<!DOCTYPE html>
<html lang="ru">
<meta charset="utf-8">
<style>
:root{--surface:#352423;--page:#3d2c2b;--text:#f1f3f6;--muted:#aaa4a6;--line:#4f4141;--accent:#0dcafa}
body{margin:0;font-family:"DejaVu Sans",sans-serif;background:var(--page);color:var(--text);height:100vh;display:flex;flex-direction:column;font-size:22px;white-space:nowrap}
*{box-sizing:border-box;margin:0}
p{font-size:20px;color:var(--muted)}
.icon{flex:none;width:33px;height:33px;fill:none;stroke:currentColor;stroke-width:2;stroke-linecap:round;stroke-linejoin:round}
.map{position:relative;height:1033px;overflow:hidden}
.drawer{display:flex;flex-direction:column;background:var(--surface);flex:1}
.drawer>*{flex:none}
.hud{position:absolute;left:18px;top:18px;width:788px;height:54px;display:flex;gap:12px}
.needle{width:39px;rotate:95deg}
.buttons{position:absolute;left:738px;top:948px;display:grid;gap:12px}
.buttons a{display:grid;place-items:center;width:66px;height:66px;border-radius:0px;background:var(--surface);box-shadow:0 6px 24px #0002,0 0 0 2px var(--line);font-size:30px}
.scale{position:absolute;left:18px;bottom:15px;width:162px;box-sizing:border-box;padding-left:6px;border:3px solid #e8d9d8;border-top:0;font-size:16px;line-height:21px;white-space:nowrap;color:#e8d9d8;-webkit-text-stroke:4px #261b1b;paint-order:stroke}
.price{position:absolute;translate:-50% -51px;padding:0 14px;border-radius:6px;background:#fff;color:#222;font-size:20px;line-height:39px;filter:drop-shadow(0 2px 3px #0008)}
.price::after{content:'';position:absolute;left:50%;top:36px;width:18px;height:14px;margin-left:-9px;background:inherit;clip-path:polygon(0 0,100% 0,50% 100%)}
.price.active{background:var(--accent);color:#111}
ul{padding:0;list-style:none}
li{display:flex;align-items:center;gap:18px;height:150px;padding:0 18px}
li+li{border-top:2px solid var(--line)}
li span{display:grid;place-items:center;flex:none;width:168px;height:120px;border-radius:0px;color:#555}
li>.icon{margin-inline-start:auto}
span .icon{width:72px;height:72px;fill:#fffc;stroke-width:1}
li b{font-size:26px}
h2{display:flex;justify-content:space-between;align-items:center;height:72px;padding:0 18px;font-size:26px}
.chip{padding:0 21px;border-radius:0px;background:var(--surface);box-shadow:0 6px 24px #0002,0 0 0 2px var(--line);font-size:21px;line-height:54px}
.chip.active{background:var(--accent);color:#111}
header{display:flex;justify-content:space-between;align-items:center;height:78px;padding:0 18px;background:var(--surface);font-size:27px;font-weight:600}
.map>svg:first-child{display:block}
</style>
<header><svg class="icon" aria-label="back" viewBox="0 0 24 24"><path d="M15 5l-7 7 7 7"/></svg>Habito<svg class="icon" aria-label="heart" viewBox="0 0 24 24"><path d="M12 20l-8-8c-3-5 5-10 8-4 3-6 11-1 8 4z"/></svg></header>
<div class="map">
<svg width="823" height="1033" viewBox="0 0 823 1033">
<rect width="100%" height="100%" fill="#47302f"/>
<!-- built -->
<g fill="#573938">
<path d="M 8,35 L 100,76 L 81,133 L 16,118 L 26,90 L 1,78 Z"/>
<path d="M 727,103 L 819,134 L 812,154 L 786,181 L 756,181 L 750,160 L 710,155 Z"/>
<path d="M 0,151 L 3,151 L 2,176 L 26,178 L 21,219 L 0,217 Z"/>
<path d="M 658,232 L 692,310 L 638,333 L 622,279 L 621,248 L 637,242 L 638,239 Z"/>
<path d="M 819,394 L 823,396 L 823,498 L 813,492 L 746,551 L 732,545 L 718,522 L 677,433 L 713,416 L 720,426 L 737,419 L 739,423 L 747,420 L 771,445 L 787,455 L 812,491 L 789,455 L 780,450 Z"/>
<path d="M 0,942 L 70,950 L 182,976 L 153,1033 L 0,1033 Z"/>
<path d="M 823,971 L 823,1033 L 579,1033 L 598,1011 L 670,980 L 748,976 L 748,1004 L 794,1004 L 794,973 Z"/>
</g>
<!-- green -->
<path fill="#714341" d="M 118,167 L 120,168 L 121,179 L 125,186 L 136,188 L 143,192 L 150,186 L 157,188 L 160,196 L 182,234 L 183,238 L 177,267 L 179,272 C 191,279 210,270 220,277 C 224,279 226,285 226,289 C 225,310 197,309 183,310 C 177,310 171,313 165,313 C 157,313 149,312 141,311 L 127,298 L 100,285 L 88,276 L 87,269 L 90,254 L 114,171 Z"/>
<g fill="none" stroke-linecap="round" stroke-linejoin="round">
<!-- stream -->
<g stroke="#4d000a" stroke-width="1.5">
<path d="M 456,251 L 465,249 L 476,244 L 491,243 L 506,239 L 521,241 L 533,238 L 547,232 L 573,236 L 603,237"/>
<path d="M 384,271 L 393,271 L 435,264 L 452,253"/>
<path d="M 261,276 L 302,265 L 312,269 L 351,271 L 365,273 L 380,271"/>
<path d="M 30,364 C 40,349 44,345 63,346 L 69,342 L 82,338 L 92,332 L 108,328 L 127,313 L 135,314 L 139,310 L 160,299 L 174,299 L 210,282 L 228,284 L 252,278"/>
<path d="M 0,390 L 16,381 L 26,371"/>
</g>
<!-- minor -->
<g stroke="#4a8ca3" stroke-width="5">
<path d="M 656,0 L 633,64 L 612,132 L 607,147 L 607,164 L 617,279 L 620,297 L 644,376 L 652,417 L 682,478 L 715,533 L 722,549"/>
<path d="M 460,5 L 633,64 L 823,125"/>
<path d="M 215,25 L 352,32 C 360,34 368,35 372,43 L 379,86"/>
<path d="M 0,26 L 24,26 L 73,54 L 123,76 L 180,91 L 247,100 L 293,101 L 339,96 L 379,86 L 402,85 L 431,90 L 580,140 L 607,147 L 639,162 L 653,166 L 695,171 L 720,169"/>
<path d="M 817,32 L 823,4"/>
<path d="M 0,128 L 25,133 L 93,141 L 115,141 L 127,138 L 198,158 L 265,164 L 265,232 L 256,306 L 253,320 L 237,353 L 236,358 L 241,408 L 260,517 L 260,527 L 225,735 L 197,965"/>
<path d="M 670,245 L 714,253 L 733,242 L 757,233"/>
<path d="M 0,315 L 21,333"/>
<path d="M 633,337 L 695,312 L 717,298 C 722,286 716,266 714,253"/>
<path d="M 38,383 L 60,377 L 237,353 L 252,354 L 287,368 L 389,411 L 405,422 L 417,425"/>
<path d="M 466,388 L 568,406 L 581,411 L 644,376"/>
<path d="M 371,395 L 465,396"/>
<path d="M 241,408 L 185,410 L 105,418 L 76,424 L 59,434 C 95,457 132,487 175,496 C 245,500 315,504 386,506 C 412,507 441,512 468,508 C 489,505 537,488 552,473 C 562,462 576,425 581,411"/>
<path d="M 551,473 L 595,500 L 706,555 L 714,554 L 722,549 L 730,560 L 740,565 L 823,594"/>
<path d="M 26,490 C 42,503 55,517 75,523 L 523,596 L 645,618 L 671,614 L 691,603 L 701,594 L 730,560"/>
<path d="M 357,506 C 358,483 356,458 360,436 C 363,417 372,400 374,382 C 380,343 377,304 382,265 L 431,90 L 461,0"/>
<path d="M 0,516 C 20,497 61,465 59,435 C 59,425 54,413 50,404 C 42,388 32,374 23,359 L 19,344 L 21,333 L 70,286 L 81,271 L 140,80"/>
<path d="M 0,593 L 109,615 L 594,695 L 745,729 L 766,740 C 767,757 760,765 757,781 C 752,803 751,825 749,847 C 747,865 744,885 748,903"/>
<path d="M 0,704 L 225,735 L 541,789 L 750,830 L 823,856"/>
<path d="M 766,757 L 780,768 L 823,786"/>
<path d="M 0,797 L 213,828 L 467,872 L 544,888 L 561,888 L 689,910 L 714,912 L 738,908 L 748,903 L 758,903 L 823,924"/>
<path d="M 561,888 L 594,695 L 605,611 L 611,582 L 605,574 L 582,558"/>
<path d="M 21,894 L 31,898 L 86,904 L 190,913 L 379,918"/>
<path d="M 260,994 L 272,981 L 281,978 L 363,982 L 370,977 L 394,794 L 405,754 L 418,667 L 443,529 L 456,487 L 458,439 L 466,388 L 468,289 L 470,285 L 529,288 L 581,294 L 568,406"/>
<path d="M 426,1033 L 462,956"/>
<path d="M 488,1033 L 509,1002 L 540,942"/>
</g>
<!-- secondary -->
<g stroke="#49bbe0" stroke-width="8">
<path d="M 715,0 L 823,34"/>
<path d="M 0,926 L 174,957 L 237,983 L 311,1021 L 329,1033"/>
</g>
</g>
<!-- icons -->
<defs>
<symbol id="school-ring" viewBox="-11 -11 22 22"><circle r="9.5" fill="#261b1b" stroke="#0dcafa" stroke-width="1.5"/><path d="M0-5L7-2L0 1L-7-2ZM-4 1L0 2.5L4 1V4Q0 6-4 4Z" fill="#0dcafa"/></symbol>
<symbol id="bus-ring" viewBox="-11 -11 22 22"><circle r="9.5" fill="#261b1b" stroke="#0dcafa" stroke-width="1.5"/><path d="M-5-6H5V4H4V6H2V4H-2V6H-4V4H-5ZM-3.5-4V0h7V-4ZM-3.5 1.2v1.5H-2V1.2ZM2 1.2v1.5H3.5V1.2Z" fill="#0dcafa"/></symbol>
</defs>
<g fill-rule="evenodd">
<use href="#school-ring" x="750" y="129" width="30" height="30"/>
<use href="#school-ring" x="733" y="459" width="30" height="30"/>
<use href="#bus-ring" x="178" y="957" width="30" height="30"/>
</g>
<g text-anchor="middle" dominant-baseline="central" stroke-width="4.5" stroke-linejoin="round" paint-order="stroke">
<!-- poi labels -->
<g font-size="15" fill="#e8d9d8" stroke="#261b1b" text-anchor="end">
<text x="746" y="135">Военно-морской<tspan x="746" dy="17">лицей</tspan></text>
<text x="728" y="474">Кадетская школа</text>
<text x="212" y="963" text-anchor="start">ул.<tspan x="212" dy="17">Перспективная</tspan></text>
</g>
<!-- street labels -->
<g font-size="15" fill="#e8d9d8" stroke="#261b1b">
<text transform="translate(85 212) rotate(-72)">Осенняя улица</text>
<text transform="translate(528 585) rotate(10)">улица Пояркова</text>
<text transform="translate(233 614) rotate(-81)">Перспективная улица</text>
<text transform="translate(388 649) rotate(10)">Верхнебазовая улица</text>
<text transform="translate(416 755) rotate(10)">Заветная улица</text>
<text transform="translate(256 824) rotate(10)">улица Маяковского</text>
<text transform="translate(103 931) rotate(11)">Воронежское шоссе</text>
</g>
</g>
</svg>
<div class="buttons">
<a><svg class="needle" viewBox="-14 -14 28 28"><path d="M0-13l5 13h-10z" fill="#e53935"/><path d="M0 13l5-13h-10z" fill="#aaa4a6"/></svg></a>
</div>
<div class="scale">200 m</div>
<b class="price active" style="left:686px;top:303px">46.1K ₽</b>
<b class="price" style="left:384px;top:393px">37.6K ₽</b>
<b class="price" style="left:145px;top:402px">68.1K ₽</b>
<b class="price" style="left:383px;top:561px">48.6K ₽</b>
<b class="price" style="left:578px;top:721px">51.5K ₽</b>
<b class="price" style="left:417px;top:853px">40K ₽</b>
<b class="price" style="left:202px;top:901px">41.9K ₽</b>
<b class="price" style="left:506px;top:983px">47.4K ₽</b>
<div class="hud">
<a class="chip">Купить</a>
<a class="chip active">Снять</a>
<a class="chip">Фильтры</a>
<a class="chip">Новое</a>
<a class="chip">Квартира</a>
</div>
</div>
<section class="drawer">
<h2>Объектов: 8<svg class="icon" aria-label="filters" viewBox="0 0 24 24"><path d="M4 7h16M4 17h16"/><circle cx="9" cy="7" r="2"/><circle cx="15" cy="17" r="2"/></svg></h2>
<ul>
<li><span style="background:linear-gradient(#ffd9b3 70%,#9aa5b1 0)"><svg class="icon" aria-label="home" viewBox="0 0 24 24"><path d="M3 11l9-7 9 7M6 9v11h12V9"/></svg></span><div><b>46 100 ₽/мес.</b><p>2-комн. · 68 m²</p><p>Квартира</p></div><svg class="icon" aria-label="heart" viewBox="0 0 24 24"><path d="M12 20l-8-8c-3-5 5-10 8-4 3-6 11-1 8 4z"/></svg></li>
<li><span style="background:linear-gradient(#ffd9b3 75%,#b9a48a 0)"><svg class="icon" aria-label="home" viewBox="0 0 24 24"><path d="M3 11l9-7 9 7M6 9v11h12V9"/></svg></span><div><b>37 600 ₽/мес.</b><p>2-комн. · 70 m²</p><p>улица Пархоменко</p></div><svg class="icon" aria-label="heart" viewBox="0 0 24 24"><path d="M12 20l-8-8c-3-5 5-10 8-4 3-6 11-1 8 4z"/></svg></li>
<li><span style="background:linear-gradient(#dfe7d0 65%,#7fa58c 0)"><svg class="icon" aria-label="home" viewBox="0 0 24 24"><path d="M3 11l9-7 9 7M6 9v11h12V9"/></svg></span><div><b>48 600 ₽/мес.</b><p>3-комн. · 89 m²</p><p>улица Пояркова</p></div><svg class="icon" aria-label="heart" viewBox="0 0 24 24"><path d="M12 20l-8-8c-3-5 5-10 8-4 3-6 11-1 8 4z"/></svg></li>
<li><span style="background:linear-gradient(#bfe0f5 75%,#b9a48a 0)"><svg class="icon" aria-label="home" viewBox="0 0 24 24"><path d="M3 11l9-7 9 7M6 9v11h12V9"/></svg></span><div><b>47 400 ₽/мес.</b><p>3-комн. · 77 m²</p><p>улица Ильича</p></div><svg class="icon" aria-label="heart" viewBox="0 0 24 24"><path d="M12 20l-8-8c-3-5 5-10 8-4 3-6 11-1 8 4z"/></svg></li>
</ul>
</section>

● ● ● ●

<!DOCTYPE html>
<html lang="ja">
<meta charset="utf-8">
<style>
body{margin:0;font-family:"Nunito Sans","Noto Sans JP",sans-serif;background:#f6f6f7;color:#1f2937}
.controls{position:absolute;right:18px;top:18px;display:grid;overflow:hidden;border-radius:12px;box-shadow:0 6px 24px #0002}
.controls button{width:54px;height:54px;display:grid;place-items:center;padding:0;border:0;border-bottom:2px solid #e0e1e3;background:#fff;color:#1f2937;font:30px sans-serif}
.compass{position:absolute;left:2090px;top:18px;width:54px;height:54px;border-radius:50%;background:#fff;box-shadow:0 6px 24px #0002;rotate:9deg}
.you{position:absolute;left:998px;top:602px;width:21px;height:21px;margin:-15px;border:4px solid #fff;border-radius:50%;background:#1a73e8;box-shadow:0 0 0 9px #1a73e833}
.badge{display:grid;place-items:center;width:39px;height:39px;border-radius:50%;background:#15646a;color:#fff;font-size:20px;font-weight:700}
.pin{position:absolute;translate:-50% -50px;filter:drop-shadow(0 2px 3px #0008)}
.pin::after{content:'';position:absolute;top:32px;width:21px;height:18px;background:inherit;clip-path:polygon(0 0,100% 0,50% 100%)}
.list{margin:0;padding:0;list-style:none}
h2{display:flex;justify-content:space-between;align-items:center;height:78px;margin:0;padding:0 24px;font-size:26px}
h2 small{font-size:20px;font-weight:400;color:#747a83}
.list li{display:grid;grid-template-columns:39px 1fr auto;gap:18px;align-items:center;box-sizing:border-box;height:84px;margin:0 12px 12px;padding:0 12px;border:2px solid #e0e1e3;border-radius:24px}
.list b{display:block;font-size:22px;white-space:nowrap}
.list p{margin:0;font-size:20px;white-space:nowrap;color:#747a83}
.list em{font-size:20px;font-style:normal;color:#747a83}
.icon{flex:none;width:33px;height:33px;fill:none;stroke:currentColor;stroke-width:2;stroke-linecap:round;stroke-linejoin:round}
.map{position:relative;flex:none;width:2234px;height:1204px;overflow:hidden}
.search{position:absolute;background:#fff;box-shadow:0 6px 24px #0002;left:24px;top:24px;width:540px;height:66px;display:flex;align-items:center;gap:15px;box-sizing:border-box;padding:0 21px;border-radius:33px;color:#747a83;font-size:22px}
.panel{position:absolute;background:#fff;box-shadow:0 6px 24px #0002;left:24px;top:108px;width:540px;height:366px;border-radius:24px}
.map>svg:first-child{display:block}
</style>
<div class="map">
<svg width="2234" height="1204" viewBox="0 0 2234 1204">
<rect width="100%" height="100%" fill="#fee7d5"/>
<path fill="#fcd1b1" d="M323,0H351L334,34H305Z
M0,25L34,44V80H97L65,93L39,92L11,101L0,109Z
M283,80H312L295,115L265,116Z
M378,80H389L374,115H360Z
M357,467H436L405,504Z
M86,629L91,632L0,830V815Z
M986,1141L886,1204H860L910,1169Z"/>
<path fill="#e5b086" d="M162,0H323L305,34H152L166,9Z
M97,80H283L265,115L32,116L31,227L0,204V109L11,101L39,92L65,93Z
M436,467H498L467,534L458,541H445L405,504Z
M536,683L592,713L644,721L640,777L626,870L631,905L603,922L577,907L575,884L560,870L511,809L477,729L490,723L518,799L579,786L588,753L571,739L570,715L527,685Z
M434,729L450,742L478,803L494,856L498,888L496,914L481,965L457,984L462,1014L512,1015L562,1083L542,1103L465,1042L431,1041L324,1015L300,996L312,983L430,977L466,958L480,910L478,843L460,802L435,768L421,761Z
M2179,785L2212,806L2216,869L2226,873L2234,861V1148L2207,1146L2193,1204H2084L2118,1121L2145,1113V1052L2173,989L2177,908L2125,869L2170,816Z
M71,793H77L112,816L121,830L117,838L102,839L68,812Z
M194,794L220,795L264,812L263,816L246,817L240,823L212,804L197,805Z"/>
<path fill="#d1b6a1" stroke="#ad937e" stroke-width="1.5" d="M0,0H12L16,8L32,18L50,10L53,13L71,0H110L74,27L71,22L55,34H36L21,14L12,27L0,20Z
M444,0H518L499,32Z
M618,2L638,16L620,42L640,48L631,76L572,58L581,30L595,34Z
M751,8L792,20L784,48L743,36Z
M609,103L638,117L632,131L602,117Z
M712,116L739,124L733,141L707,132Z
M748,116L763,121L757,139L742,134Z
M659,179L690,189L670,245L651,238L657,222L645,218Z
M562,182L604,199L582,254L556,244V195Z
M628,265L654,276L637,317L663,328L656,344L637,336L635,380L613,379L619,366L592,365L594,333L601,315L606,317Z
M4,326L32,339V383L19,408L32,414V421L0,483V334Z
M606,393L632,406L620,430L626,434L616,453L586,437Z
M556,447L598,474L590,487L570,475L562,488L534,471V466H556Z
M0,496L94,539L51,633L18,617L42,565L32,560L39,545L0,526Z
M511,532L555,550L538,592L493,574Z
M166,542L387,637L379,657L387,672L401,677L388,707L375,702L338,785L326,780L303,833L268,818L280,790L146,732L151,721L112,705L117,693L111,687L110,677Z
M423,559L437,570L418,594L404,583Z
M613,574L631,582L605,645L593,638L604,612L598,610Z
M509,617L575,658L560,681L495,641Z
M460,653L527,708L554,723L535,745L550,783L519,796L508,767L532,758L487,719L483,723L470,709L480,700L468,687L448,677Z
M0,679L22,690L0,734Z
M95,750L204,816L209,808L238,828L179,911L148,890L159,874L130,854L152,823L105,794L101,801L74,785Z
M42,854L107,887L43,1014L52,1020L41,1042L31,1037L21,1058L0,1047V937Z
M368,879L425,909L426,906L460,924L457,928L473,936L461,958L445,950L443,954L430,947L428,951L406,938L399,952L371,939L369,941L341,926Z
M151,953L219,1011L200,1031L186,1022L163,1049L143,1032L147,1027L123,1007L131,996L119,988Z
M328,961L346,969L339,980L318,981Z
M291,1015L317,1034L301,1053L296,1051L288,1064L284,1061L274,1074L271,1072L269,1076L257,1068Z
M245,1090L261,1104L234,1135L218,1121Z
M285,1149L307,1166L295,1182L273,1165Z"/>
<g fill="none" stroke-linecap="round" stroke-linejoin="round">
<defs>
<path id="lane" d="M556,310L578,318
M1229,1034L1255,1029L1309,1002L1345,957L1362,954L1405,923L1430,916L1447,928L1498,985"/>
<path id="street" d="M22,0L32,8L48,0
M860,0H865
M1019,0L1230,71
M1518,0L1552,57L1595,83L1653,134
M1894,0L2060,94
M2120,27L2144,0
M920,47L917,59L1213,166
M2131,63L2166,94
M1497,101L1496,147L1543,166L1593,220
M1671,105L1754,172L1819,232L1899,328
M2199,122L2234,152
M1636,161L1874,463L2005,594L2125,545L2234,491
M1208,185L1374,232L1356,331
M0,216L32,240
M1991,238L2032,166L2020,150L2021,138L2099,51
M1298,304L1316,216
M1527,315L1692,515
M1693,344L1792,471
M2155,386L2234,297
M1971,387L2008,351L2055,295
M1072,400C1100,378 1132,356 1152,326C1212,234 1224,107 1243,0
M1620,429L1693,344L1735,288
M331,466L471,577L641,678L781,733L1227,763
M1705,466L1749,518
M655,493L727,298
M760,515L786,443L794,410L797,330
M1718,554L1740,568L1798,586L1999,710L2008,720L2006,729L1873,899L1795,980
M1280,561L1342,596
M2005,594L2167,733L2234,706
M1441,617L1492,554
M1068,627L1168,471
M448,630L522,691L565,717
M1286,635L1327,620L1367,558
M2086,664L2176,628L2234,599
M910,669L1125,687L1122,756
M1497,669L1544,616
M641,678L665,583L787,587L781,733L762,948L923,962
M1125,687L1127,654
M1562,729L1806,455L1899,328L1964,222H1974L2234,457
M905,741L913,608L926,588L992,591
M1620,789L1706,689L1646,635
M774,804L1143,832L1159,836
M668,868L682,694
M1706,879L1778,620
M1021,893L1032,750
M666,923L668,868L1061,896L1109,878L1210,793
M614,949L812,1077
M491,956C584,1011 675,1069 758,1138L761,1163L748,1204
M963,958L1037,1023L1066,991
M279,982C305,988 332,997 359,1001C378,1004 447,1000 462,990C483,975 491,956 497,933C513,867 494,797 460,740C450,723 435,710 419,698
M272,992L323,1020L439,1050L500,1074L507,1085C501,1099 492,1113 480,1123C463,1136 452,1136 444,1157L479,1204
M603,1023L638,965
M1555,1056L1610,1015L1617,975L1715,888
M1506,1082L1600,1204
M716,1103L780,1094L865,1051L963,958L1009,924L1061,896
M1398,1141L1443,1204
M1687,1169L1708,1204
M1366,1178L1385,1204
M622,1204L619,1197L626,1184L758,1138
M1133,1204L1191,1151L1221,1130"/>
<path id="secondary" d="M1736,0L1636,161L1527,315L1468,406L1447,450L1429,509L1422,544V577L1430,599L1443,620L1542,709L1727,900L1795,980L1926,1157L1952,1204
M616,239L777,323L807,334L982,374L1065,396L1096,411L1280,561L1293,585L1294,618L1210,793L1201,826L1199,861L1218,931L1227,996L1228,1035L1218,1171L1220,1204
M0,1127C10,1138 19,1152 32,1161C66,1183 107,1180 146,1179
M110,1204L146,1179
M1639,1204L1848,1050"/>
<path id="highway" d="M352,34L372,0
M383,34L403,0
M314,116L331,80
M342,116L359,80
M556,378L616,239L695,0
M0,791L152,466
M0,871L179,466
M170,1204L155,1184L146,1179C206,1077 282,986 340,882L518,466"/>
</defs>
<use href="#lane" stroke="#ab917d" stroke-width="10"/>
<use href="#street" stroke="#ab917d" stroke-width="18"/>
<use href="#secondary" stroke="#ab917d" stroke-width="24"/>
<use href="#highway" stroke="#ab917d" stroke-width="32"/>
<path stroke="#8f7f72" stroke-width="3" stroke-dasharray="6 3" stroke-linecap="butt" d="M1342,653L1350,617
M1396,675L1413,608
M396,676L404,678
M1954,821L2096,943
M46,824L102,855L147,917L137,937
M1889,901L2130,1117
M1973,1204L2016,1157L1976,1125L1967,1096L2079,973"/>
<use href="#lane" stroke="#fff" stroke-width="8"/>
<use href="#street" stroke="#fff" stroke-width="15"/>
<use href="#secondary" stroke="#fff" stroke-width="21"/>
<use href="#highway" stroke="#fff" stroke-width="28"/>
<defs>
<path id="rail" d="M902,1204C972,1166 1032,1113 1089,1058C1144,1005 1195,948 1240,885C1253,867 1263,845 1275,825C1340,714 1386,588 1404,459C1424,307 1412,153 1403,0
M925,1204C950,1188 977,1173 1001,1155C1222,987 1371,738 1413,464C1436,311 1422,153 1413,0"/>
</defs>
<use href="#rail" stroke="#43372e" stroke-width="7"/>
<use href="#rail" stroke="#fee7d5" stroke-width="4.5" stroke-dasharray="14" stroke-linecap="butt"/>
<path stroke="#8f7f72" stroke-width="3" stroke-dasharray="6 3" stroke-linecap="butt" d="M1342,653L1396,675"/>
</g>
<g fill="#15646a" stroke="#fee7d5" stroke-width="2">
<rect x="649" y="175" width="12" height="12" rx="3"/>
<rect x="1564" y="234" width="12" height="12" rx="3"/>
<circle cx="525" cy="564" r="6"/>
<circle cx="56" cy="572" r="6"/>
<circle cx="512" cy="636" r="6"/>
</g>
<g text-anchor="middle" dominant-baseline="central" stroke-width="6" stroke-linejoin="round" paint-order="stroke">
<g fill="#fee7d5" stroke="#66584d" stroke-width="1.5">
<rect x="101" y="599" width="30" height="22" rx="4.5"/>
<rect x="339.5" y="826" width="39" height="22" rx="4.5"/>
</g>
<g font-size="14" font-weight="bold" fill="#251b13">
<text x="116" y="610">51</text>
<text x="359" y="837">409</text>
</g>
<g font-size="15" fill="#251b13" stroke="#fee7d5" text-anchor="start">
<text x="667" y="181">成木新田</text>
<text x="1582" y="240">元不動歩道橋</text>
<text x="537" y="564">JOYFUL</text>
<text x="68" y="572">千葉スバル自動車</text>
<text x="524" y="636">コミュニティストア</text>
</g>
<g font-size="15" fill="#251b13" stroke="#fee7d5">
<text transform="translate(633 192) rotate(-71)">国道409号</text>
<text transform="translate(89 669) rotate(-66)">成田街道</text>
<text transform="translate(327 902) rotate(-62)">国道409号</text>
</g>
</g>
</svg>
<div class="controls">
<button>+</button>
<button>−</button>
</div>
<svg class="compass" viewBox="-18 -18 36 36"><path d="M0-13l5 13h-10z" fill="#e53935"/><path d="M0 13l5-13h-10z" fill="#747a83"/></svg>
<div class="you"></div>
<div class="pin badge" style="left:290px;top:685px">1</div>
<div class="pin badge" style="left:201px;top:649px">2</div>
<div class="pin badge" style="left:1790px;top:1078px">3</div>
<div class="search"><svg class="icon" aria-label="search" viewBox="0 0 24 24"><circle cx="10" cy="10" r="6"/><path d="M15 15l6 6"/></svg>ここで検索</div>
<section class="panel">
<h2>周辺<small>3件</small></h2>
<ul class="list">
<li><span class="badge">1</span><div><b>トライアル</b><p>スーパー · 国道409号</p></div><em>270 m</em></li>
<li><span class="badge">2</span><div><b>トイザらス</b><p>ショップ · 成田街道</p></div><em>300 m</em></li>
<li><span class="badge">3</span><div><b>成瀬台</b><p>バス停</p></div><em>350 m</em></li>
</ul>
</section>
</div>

● ● ● ●

How many lines in this material contain the string "inherit"? State the number alone.

Solution below => 2